BANGALORE: As global tech firms IBM, Microsoft and EDS-HP seek to trim payroll by slashing jobs in the US and Europe to cope with a worsening economic slump, information technology workers and unions are taking a more militant stance on the sensitive issue of offshoring.

These unions or employee associations are aggressively questioning plans to send more work to cheaper locations like India and are pushing for more jobs in the US.

Microsoft, which announced first job cuts in its history, apart from IBM are among those facing a backlash from tech worker unions and policymakers. Alliance IBM, a union of IT workers at the Big Blue has been running a campaign against the proposed 2,800 job cuts announced recently. Washington Alliance of Technology Workers is also one such organisations in the US running such a campaign.

“The Alliance is strongly urging IBM not to go forward with a new round of job cuts and to stop the off-shoring of US workers’ jobs,” Lee Conrad, national coordinator of the Alliance said in a statement.
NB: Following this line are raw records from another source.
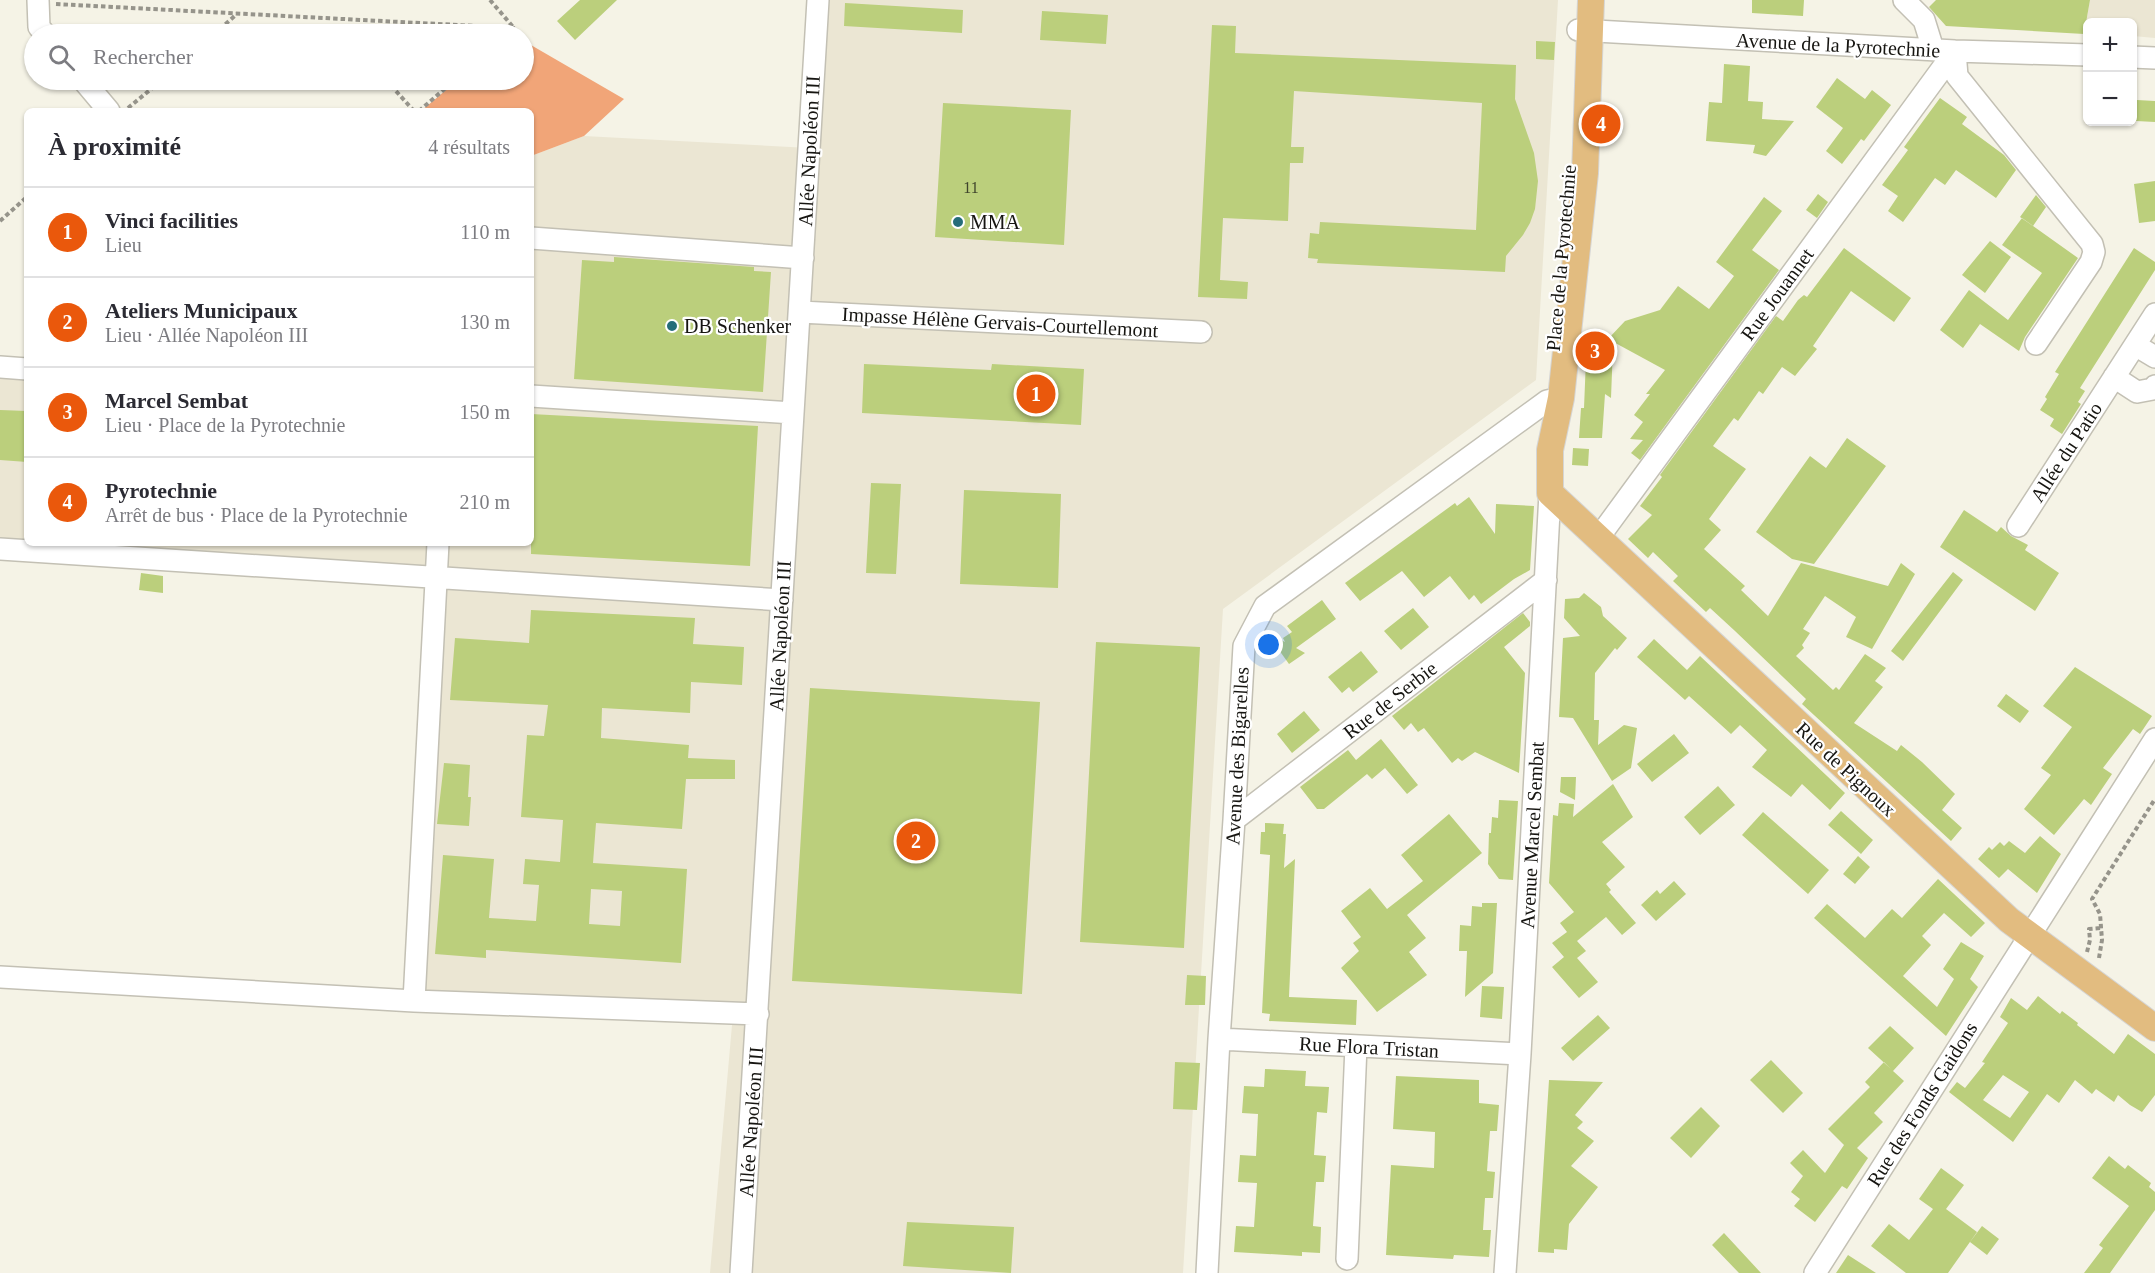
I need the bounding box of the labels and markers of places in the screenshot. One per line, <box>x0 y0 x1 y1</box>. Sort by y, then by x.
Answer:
pin: 4 <box>1582 102 1620 146</box>
place label: MMA <box>970 211 1021 233</box>
marker: MMA <box>951 215 965 229</box>
place label: DB Schenker <box>684 315 792 337</box>
marker: DB Schenker <box>665 319 679 333</box>
pin: 3 <box>1576 328 1614 374</box>
pin: 1 <box>1016 372 1056 416</box>
pin: 2 <box>896 818 936 864</box>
IBM employs over 70,000 professionals in India and has plans to increasingly serve its global customers from the country.
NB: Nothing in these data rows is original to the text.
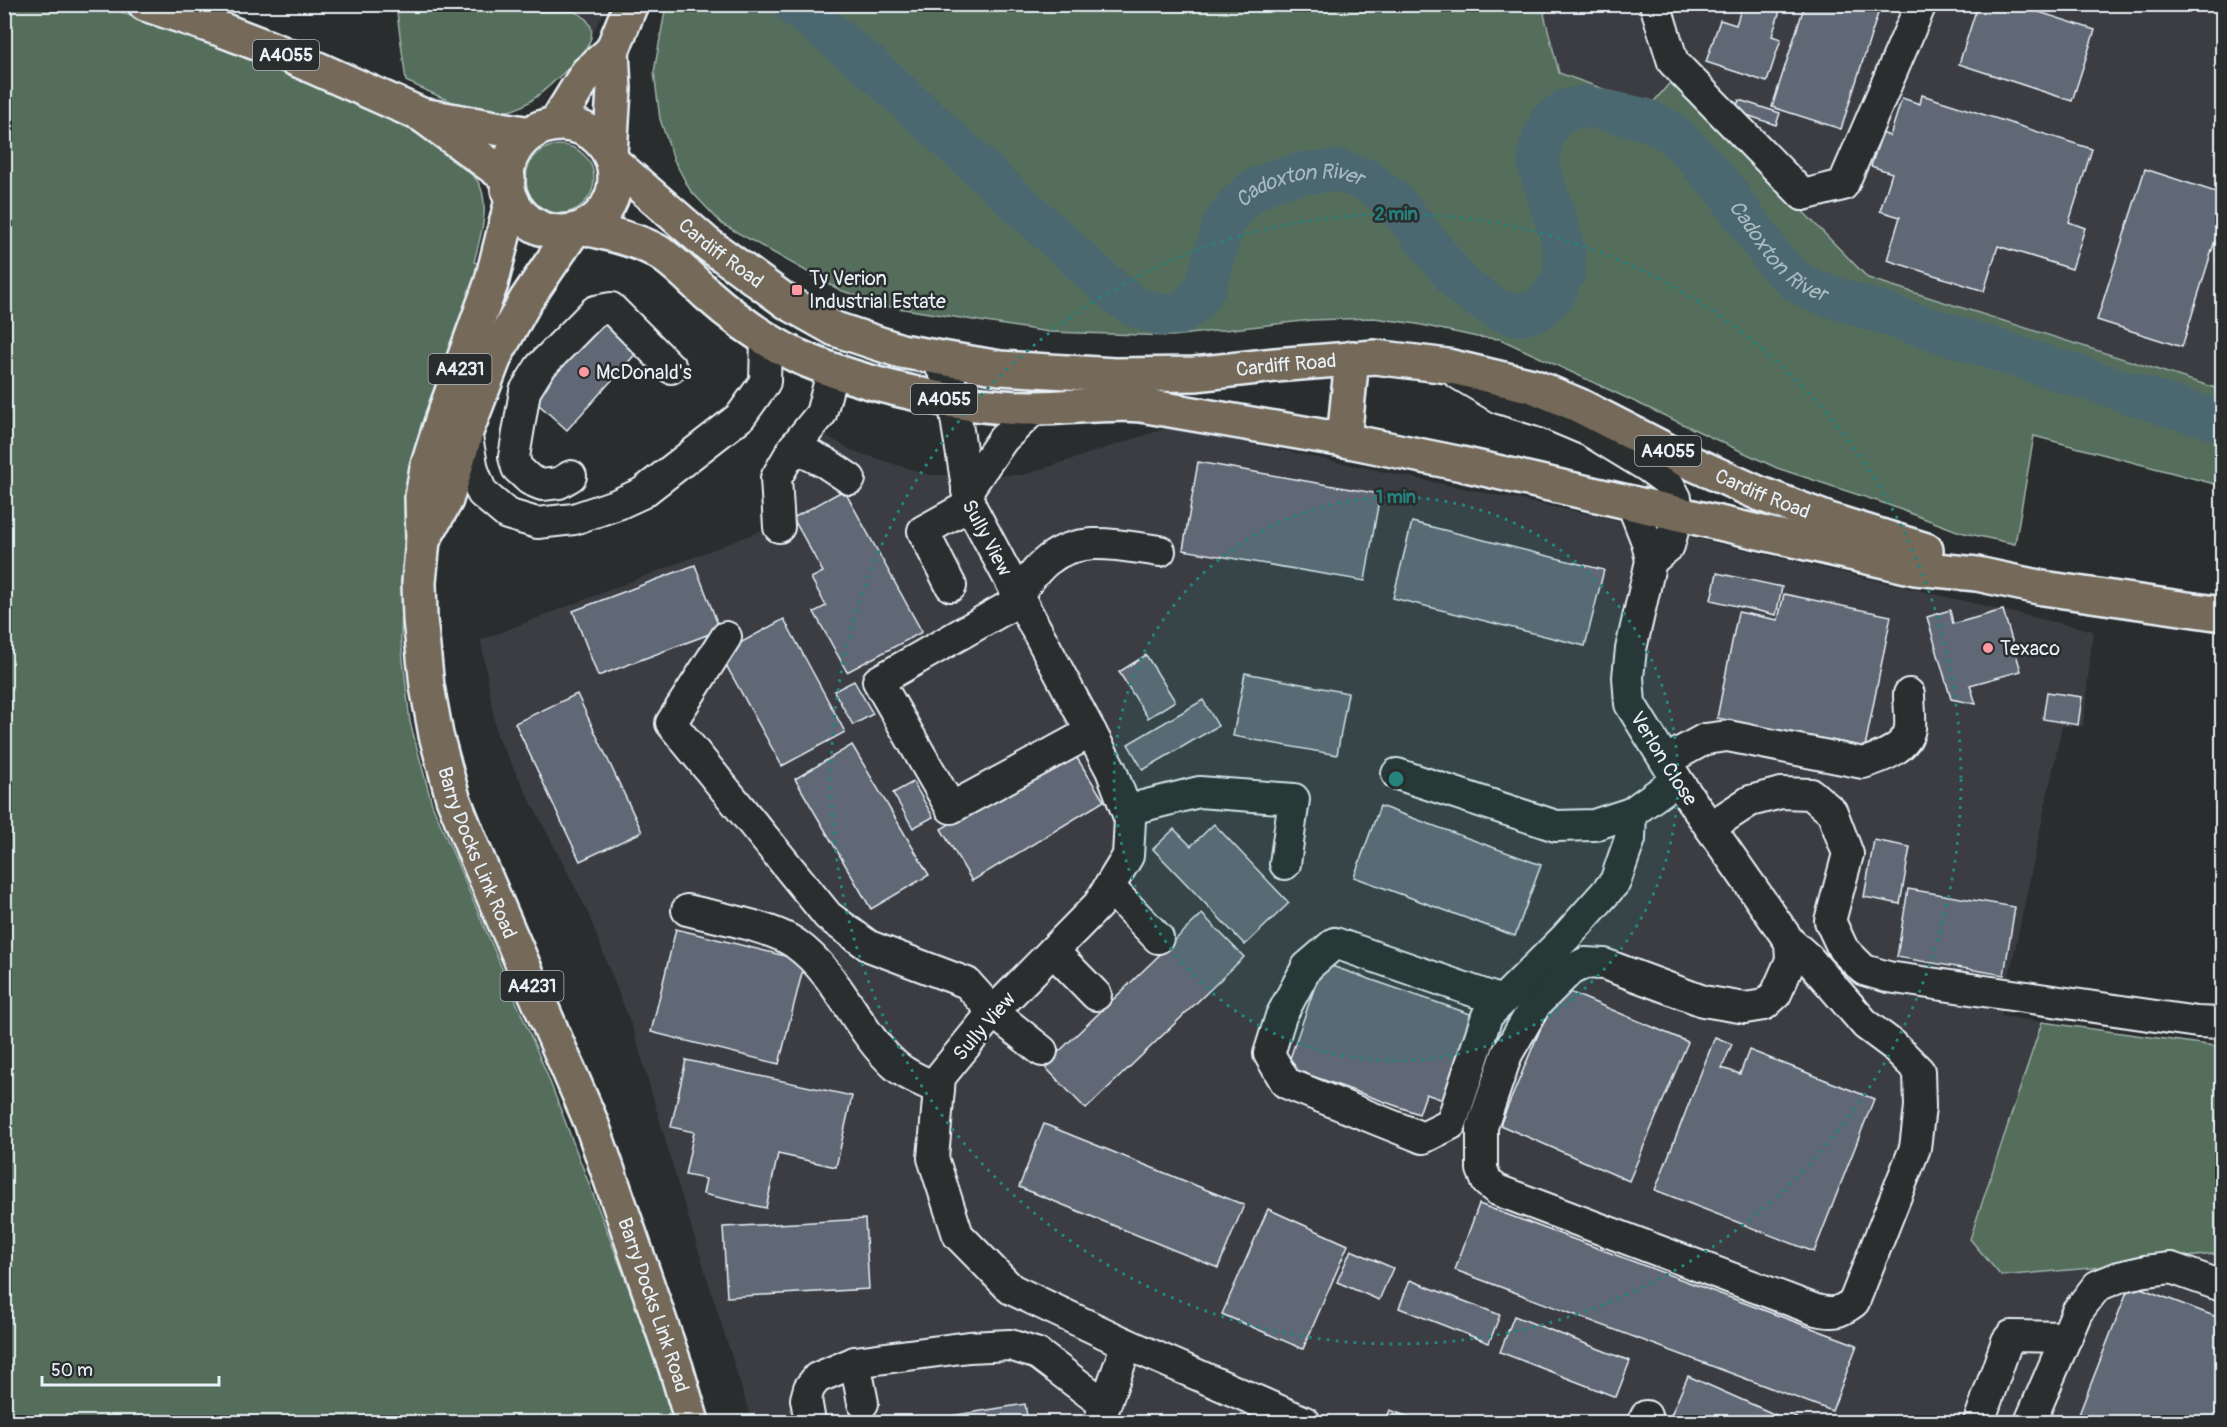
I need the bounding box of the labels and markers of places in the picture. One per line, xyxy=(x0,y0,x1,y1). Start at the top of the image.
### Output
place label: Ty Verion Industrial Estate xyxy=(809,266,946,314)
marker: Ty Verion Industrial Estate xyxy=(790,283,804,297)
place label: McDonald's xyxy=(596,360,692,385)
marker: McDonald's xyxy=(577,365,591,379)
place label: Texaco xyxy=(2000,636,2060,661)
marker: Texaco xyxy=(1981,641,1995,655)
centre of rings xyxy=(1386,769,1406,789)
Consulting group Challenger, Gray and Christmas said last month that electronics, computer and telecommunications companies in the US have cut their workforce by around 186, 955 professionals in 2008, up almost 75% from 2007.

The move comes at a time when joblessness is hitting record highs. According to the US Department of Labor, the unemployment rate during December last year rose from around 6.8 to 7.2% with almost 2 million workers losing their job between September to December.

“Since the start of the recession in December 2007, the number of unemployed persons has grown by 3.6 million, and the unemployment rate has risen by 2.3 percentage points,” the US Department of Labor said.

“There is a growing concern among employees that IBM will accelerate the off-shoring of our jobs. To offshore US jobs in the middle of an economic crisis and rising unemployment is simply unacceptable,” said Tom Midgley, Alliance president in a January statement. “We will work with our elected representatives to push for legislation that protects US jobs and calls for the full disclosure of IBM’s offshoring and outsourcing of American jobs.”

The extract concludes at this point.